YOUR TASK:
In the data below, how many lines contain the string "direction"? Reply with the number only.

*** Opening of RECORDS SHOWN ***

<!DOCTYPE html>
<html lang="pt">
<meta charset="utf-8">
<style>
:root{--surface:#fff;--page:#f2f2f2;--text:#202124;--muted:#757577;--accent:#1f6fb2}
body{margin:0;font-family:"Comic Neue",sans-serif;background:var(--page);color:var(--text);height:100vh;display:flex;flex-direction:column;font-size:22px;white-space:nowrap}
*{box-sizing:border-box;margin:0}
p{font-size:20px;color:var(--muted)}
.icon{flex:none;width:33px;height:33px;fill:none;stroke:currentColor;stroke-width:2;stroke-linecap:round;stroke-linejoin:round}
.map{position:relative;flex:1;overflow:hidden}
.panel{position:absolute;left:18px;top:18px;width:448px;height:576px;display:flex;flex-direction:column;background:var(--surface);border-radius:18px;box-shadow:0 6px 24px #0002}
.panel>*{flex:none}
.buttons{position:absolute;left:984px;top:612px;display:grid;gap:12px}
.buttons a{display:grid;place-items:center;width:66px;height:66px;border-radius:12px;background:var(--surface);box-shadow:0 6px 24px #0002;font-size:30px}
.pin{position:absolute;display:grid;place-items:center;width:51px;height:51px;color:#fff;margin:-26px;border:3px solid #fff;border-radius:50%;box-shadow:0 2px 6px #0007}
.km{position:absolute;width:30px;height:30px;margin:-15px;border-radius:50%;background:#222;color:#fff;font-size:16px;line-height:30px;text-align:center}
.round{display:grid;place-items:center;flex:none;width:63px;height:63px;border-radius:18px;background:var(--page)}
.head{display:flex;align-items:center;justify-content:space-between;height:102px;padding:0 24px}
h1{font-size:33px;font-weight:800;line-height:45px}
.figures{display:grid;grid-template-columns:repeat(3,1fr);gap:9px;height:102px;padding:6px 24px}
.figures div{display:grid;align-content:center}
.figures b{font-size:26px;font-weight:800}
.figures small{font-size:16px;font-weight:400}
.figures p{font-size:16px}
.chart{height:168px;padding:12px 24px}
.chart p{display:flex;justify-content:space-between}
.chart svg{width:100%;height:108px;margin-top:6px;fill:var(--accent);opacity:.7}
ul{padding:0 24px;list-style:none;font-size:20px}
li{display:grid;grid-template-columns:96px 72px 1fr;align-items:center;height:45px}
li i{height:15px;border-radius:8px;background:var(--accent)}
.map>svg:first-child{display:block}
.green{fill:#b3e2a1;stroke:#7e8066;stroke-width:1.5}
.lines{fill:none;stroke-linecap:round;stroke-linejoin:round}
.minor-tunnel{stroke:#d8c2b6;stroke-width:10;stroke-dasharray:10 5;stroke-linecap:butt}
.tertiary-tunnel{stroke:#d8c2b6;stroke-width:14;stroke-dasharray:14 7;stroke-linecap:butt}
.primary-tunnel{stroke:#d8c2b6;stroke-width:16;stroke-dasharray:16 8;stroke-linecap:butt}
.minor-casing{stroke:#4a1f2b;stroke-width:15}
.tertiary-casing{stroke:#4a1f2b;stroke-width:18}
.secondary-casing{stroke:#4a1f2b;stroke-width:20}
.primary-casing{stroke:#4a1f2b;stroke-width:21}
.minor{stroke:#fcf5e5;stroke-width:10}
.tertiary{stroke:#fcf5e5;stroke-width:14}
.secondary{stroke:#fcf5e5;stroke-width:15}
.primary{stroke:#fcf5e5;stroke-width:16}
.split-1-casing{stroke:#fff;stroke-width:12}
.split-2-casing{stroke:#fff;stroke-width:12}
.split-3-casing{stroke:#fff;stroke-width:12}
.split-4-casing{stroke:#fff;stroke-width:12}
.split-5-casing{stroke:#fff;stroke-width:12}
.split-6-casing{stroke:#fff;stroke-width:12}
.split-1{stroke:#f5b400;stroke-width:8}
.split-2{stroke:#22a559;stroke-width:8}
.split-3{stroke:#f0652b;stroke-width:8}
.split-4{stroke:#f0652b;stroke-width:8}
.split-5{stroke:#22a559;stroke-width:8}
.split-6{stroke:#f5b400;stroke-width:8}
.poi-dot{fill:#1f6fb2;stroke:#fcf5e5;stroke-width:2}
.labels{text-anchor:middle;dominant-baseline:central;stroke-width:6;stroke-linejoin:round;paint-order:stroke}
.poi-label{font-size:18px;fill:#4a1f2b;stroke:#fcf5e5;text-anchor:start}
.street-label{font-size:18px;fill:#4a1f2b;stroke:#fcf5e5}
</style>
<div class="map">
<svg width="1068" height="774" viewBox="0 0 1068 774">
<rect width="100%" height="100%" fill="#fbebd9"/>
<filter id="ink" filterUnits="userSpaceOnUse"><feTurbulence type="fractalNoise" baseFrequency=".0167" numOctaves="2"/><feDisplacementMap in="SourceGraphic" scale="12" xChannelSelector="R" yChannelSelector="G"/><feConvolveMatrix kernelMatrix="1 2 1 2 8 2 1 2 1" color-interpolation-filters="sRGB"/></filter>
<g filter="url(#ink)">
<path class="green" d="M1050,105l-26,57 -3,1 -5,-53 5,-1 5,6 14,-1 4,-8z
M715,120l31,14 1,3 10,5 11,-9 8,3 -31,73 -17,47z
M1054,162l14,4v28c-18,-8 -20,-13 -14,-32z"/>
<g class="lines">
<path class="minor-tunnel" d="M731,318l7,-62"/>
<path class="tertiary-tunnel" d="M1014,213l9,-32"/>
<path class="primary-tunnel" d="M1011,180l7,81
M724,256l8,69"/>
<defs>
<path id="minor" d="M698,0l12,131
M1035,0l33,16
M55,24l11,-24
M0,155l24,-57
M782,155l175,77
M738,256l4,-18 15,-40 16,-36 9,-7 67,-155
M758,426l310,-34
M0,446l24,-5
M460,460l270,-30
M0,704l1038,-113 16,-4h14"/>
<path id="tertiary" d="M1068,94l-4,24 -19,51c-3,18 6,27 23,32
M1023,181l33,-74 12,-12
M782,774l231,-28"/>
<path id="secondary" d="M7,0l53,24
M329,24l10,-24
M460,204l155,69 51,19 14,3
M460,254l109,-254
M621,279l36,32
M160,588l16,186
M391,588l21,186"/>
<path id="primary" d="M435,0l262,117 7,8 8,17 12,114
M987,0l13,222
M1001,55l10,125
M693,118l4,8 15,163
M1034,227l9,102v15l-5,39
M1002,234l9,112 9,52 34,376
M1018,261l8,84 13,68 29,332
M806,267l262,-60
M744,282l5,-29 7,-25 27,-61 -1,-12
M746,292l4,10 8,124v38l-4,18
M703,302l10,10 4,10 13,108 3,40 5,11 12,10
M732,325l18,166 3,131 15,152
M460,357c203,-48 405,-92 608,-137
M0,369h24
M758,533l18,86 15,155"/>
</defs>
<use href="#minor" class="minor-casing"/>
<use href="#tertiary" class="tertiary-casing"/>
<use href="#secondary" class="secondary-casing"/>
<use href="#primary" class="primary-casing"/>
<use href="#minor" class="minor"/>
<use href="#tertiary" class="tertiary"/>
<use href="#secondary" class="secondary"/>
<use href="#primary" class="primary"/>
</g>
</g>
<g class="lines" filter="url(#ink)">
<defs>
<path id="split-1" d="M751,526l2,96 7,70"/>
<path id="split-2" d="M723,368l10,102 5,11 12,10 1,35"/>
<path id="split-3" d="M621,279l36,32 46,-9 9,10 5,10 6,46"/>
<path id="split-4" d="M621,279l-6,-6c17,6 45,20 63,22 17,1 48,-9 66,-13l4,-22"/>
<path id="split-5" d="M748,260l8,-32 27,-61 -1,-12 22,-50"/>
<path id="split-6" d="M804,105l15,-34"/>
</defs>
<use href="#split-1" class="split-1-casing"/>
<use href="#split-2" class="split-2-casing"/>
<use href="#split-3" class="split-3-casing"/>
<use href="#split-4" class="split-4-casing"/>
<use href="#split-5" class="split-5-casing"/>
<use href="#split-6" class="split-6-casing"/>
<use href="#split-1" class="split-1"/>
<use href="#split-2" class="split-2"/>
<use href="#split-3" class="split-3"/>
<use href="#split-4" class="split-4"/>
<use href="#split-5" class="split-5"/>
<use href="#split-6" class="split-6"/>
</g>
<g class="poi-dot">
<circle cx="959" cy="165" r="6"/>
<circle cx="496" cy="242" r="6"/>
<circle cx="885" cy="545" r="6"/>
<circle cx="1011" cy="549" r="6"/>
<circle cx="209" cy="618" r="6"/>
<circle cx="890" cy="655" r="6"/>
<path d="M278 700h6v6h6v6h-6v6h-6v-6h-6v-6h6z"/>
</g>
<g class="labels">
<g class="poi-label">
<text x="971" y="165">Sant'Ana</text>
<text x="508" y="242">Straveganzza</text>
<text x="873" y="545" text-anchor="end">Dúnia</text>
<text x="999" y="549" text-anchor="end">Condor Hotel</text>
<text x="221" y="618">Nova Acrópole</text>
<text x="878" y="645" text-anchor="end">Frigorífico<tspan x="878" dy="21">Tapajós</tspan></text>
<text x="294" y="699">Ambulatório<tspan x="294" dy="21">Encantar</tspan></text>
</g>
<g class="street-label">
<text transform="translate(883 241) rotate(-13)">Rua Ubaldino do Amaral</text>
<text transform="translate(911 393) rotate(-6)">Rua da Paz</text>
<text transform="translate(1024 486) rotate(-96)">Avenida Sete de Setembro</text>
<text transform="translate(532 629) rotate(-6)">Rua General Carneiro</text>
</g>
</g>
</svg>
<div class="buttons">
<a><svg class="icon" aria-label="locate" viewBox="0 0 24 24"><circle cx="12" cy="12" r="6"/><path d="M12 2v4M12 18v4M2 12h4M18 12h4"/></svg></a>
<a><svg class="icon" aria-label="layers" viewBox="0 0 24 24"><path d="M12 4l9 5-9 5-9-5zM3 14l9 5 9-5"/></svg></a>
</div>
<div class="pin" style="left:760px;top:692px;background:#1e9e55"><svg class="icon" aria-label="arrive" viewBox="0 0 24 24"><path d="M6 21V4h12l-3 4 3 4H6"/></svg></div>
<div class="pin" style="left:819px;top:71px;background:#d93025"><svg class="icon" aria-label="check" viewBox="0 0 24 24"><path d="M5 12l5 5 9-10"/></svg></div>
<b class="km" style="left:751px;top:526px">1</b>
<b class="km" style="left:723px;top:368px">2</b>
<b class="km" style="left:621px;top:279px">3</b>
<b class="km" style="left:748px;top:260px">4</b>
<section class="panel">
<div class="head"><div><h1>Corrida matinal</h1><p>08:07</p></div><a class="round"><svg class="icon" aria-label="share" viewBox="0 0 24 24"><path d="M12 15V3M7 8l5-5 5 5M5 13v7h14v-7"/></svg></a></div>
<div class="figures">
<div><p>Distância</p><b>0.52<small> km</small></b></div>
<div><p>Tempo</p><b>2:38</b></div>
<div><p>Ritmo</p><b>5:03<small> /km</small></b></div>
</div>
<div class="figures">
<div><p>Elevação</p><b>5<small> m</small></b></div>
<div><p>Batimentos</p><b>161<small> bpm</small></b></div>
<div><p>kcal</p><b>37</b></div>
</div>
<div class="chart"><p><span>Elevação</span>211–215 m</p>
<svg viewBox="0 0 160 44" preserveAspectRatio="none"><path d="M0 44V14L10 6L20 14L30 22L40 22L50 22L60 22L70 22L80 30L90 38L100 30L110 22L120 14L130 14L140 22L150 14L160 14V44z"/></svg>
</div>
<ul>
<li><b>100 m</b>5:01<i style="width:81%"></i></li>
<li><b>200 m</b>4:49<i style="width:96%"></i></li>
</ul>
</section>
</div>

*** Close of RECORDS SHOWN ***

EXERCISE RESULT:
2